Mackerel is an important food fish that is consumed worldwide. As an oily fish, it is a rich source of omega-3 fatty acids. The flesh of mackerel spoils quickly, especially in the tropics, and can cause scombroid food poisoning. Accordingly, it should be eaten on the day of capture, unless properly refrigerated or cured.

Mackerel preservation is not simple. Before the 19th-century development of canning and the widespread availability of refrigeration, salting and smoking were the principal preservation methods available. Historically in England, this fish was not preserved, but was consumed only in its fresh form. However, spoilage was common, leading the authors of The Cambridge Economic History of Europe to remark: "There are more references to stinking mackerel in English literature than to any other fish!" In France, mackerel was traditionally pickled with large amounts of salt, which allowed it to be sold widely across the country.

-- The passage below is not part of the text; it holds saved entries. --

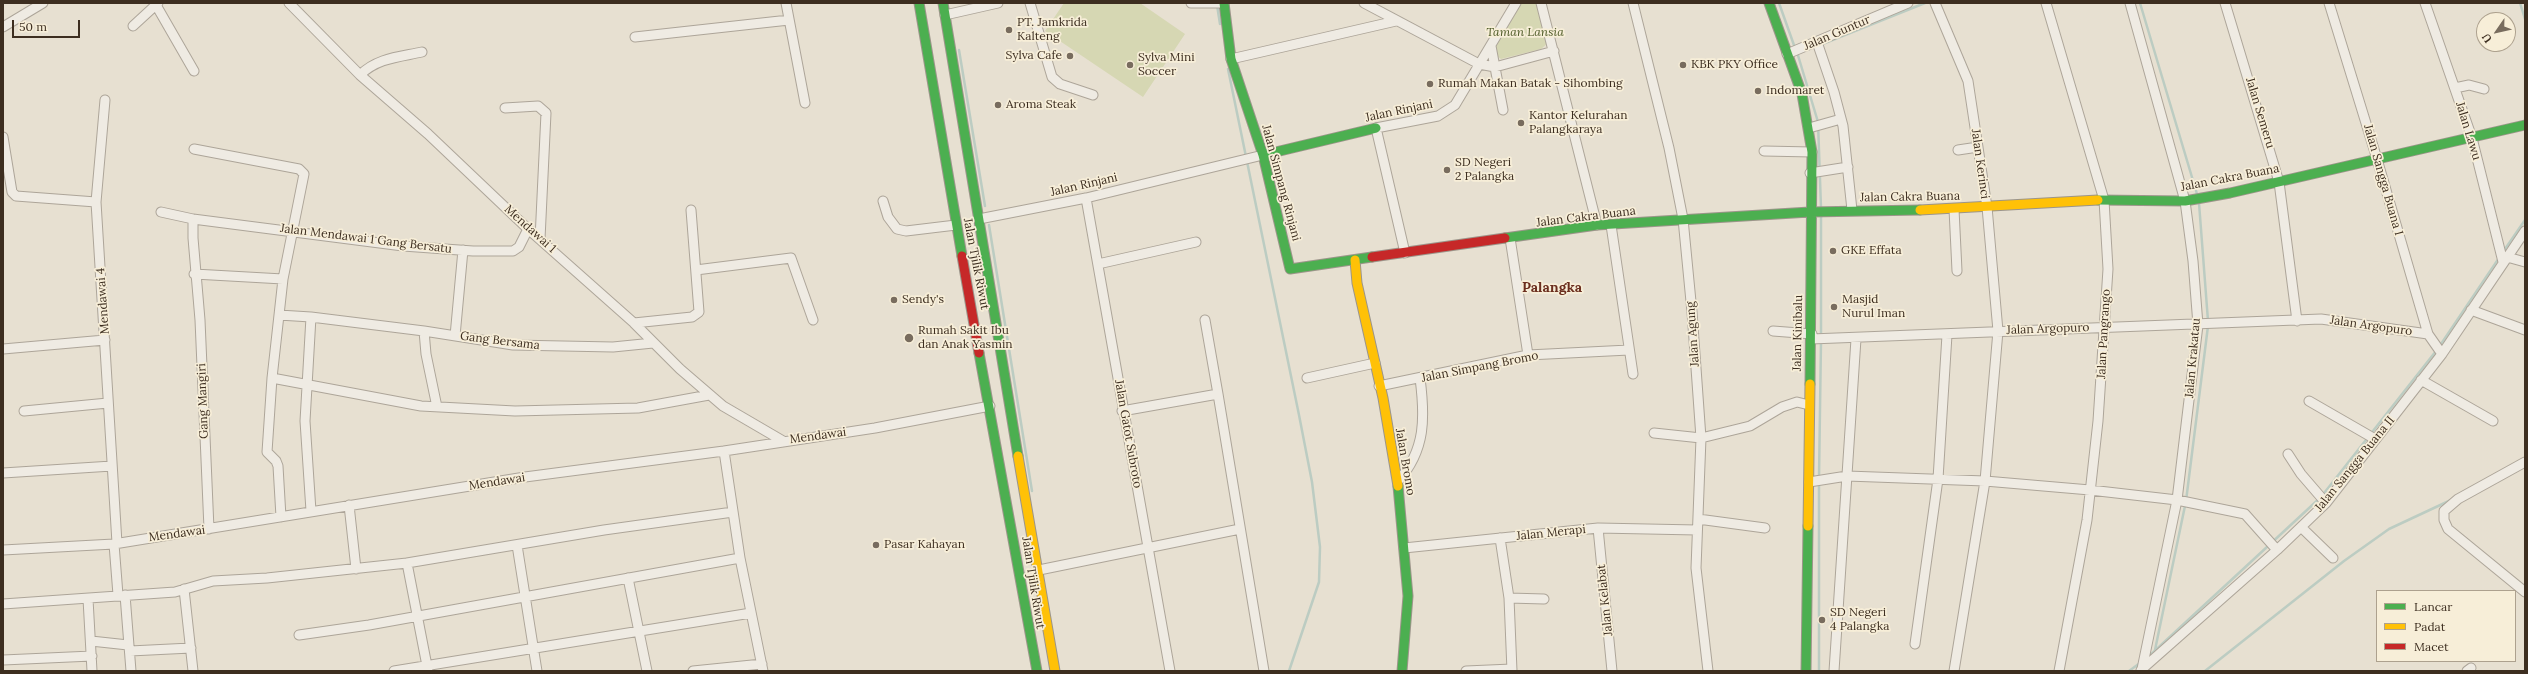 <!DOCTYPE html>
<style>
body{margin:0}
#map{position:relative;width:2528px;height:674px;overflow:hidden;background:#e7e0d1;font-family:Lora,serif}
canvas{display:block}
.frame{position:absolute;inset:0;border:4px solid #3d2e20;pointer-events:none}
.legend{position:absolute;left:2376px;top:590px;width:140px;height:72px;box-sizing:border-box;background:#f7eed8;border:1px solid #ada18e;margin:0;padding:5px 7px;list-style:none;font-size:12px;color:#3d2e20}
.legend li{display:flex;align-items:center;gap:8px;height:20px}
.legend b{width:20px;border:1px solid #ada18e}
.north{position:absolute;left:2476px;top:12px;width:40px;height:40px;box-sizing:border-box;background:#f7eed8;border:1px solid #ada18e;border-radius:50%;rotate:236deg;font-size:11px;font-weight:700;line-height:16px;text-align:center;color:#3d2e20}
.north::after{content:'';display:block;margin:auto;width:14px;height:18px;background:#786c5e;clip-path:polygon(50% 0,100% 100%,50% 72%,0 100%)}
.scale{position:absolute;left:12px;top:20px;width:68px;height:18px;box-sizing:border-box;border:2px solid #3d2e20;border-top:0;padding-left:5px;font-size:12px;line-height:14px;white-space:nowrap;color:#3d2e20;-webkit-text-stroke:3px #f7eed8;paint-order:stroke}
</style>
<div id="map">
<canvas width="2528" height="674"></canvas>
<div class="frame"></div>
<ul class="legend">
<li><b style="height:5px;background:#4caf50"></b>Lancar</li>
<li><b style="height:5px;background:#ffc107"></b>Padat</li>
<li><b style="height:5px;background:#c62828"></b>Macet</li>
</ul>
<div class="north">U</div>
<div class="scale">50 m</div>
</div>
<script>
const ctx = document.querySelector('canvas').getContext('2d');
ctx.lineJoin = 'round';
function fill(path, color) {
  ctx.fillStyle = color;
  ctx.fill(path, 'evenodd');
}
function strokePath(path, color, width, dash) {
  ctx.strokeStyle = color;
  ctx.lineWidth = width;
  ctx.lineCap = dash ? 'butt' : 'round';
  ctx.setLineDash(dash || []);
  ctx.stroke(path);
}
function drawText(font, color, halo, rows, align = 'center') {
  ctx.font = font + ' Lora,serif';
  ctx.lineWidth = 3.5;
  ctx.setLineDash([]);
  ctx.textBaseline = 'middle';
  ctx.strokeStyle = halo;
  ctx.fillStyle = color;
  for (const [text, x, y, turn = 0] of rows) {
    ctx.save();
    ctx.translate(x, y);
    ctx.rotate((+turn || 0) * Math.PI / 180);
    ctx.textAlign = isNaN(turn) ? turn : align;
    if (halo) ctx.strokeText(text, 0, 0);
    ctx.fillText(text, 0, 0);
    ctx.restore();
  }
}
fill(new Path2D(`
 M1064,3H1140L1185,34L1143,97L1045,31Z
 M1521,3H1537L1548,43L1541,49L1501,59L1497,56L1495,48Z`), '#d6d7b3');
strokePath(new Path2D(`
 M1779,3L1795,48
 M2140,3L2197,194
 M2520,3L2525,19
 M1217,5L1220,24
 M1820,45L1925,3
 M959,50L985,206
 M1797,52L1818,122L1821,208
 M1228,69L1299,415L1312,482L1320,547L1319,582L1289,671
 M2199,203L2208,321
 M989,225L1032,491
 M2503,252L2525,220
 M1821,336V215
 M2439,347L2499,258
 M1819,478L1821,341
 M1819,483V671
 M2155,650L2186,501L2208,326
 M2147,658L2321,497L2436,351
 M2129,671L2140,663
 M2205,671L2344,561L2389,529L2451,500`), '#bcccc2', 2.5);
const street = new Path2D(`
 M289,3L360,75L428,134L528,229L634,323L680,369L723,406L783,441
 M786,3L805,103
 M1030,3L1052,77L1060,84L1093,95
 M1191,3H1224
 M1364,3L1479,64L1495,67L1554,51
 M1541,3L1597,225
 M1633,3L1669,148L1683,219L1692,312L1701,438L1696,568L1708,671
 M1935,3L1968,81L1987,207L1998,331L1985,481L1954,671
 M2046,3L2104,200L2108,269L2098,421L2087,520L2059,671
 M2130,3L2185,201L2193,261L2198,325L2177,500L2142,669
 M2225,3L2279,182L2297,321
 M2329,3L2377,159L2428,334L2442,354
 M2425,3L2472,138L2503,262
 M156,5L194,71
 M945,15L998,3
 M133,26L158,3
 M3,27L43,3
 M635,37L789,20
 M1817,42L1834,92L1843,126L1852,210
 M1491,46L1503,110
 M1787,54L1908,3
 M1231,59L1396,21
 M360,75C377,58 399,57 422,52
 M2455,88L2469,85L2484,89
 M505,108L538,106L546,113L540,239
 M1809,128L1841,119
 M3,137L12,192L16,196L96,202L117,543
 M194,149L299,169L304,174L283,279L272,378L267,452L276,461L278,466L281,517
 M1958,150L1978,147
 M1764,151L1812,152
 M1810,173L1848,167
 M1086,198L1170,671
 M883,201L888,217L897,229L906,231L956,225
 M96,202L105,100
 M1954,209L1957,271
 M161,212L193,219L403,246L473,251H513L519,247L528,229
 M193,219V238L200,320L209,529
 M979,219L1086,198L1263,155
 M1611,225L1633,374
 M1510,238L1528,355
 M1405,253L1376,128L1438,116L1455,105L1516,3
 M2507,257L2525,262
 M1098,264L1196,242
 M696,270L791,258L813,320
 M194,274L283,279
 M2471,310L2525,330
 M279,315L311,317L424,331L513,345L613,347L653,343
 M1205,320L1218,394
 M634,323L692,317L699,312L691,210
 M424,331L426,354L437,407
 M1773,331L1812,334
 M455,336L463,250
 M1811,339L2321,319L2428,334
 M3,349L105,340
 M272,378L421,406L515,411L638,408L709,395
 M1307,378L1375,363
 M2421,380L2493,421
 M1379,386L1528,355L1629,350
 M2309,401L2375,439
 M24,411L108,403
 M1122,411L1218,394L1264,671
 M1654,433L1701,438L1750,426L1782,407L1797,402L1809,405
 M724,451L740,558L763,671
 M2288,454L2301,474L2326,503
 M2525,462L2458,499L2444,511V520L2448,529L2525,592
 M3,473L112,466
 M1398,481C1426,450 1425,417 1420,378
 M1809,482L1847,476L1985,481L2090,490L2177,500L2245,514L2277,550
 M349,505L356,569
 M311,511L305,421L311,317
 M1698,519L1765,528
 M2301,527L2333,558
 M1598,528L1612,671
 M1500,538L1509,598L1512,671
 M114,544L118,595
 M517,545L537,671
 M1404,548L1598,528L1697,530
 M3,550L114,544L525,477L724,451L875,428L990,406
 M407,563L428,671
 M1039,570L1240,529
 M628,578L647,671
 M184,589L193,671
 M125,595L131,671
 M1509,598L1544,599
 M88,599L92,671
 M3,604L175,592L213,581L267,578L407,563L604,530L733,512
 M299,635L369,625L740,558
 M91,641L128,645
 M1915,644L1938,479L1947,335
 M130,651L191,648
 M3,660L92,656
 M2141,670L2277,550L2326,503L2442,354L2525,231
 M394,671L751,613
 M693,671L762,664
 M1466,671L1512,669
 M1834,671L1856,339
 M2467,671L2471,668`);
const fast = new Path2D(`
 M919,3L962,256
 M943,3L1018,456
 M1224,3L1231,59L1263,155L1290,269L1372,257
 M1769,3L1802,94L1812,152L1810,384
 M1263,155L1376,128
 M2098,200L2185,201L2230,193L2525,125
 M1505,238L1597,225L1810,212L1920,210
 M979,353L1037,671
 M1398,486L1408,596L1402,671
 M1806,671L1808,526`);
const slow = new Path2D(`
 M1920,210L2098,200
 M1355,260L1357,283L1383,398L1398,486
 M1018,456L1055,671
 M1808,526L1810,384`);
const jam = new Path2D(`
 M962,256L979,353
 M1372,257L1505,238`);
strokePath(street, '#ada599', 11);
strokePath(fast, '#9c958a', 11);
strokePath(slow, '#9c958a', 11);
strokePath(jam, '#9c958a', 11);
strokePath(street, '#efebe3', 9);
strokePath(fast, '#4caf50', 9);
strokePath(slow, '#ffc107', 9);
strokePath(jam, '#c62828', 9);
for (const [x, y, r, color] of [
 [1009,30,4,"#786c5e"],
 [1070,56,4,"#786c5e"],
 [1130,65,4,"#786c5e"],
 [1683,65,4,"#786c5e"],
 [1430,84,4,"#786c5e"],
 [1758,91,4,"#786c5e"],
 [998,105,4,"#786c5e"],
 [1521,123,4,"#786c5e"],
 [1447,170,4,"#786c5e"],
 [1833,251,4,"#786c5e"],
 [894,300,4,"#786c5e"],
 [1834,307,4,"#786c5e"],
 [909,338,5,"#786c5e"],
 [876,545,4,"#786c5e"],
 [1822,620,4,"#786c5e"]
]) {
  const dot = new Path2D();
  dot.arc(x, y, r, 0, 2 * Math.PI);
  ctx.fillStyle = color;
  ctx.fill(dot);
  strokePath(dot, '#f7eed8', 1.5);
}
drawText('12px', '#3d2e20', '#f7eed8', [
 ["PT. Jamkrida",1017,23],
 ["Kalteng",1017,37],
 ["Sylva Cafe",1062,56,"right"],
 ["Sylva Mini",1138,58],
 ["Soccer",1138,72],
 ["KBK PKY Office",1691,65],
 ["Rumah Makan Batak - Sihombing",1438,84],
 ["Indomaret",1766,91],
 ["Aroma Steak",1006,105],
 ["Kantor Kelurahan",1529,116],
 ["Palangkaraya",1529,130],
 ["SD Negeri",1455,163],
 ["2 Palangka",1455,177],
 ["GKE Effata",1841,251],
 ["Sendy's",902,300],
 ["Masjid",1842,300],
 ["Nurul Iman",1842,314],
 ["Rumah Sakit Ibu",918,331],
 ["dan Anak Yasmin",918,345],
 ["Pasar Kahayan",884,545],
 ["SD Negeri",1830,613],
 ["4 Palangka",1830,627]
], 'left');
drawText('italic 12px', '#4d5a26', '#f7eed8', [
 ["Taman Lansia",1525,33]
]);
drawText('12px', '#3d2e20', '#f7eed8', [
 ["Jalan Guntur",1837,33,-23],
 ["Jalan Rinjani",1399,111,-12],
 ["Jalan Semeru",2260,113,73],
 ["Jalan Lawu",2468,131,73],
 ["Jalan Kerinci",1980,164,82],
 ["Jalan Cakra Buana",2230,178,-11],
 ["Jalan Sangga Buana I",2383,180,74],
 ["Jalan Simpang Rinjani",1281,183,75],
 ["Jalan Rinjani",1084,185,-13],
 ["Jalan Cakra Buana",1910,197,-1],
 ["Jalan Cakra Buana",1586,217,-7],
 ["Mendawai 1",530,229,42],
 ["Jalan Mendawai 1 Gang Bersatu",366,239,7],
 ["Jalan Tjilik Riwut",976,264,79],
 ["Mendawai 4",103,301,-94],
 ["Jalan Argopuro",2371,326,8],
 ["Jalan Argopuro",2048,329,-2],
 ["Jalan Kinibalu",1798,333,-89],
 ["Jalan Agung",1693,334,-94],
 ["Jalan Pangrango",2104,334,-87],
 ["Gang Bersama",500,341,7],
 ["Jalan Krakatau",2193,358,-85],
 ["Jalan Simpang Bromo",1480,367,-11],
 ["Gang Mangiri",203,401,-92],
 ["Jalan Gatot Subroto",1128,434,80],
 ["Mendawai",818,436,-8],
 ["Jalan Bromo",1405,462,80],
 ["Jalan Sangga Buana II",2355,464,-51],
 ["Mendawai",497,482,-9],
 ["Jalan Merapi",1551,533,-6],
 ["Mendawai",177,534,-8],
 ["Jalan Tjilik Riwut",1033,583,81],
 ["Jalan Kelabat",1605,600,-96]
]);
drawText('bold 14px', '#6b2e1e', '#f7eed8', [
 ["Palangka",1552,288]
]);
</script>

For many years mackerel was regarded as 'unclean' in the UK and other places due to folklore which suggested that the fish fed on the corpses of dead sailors. A 1976 survey of housewives in Britain undertaken by the White Fish Authority indicated a reluctance to departing from buying the traditional staples of cod, haddock or salmon. Less than 10% of the survey's 1,931 respondents had ever bought mackerel, and only 3% did so regularly. As a result of this trend, many UK fishmongers during the 1970s did not display or even stock mackerel.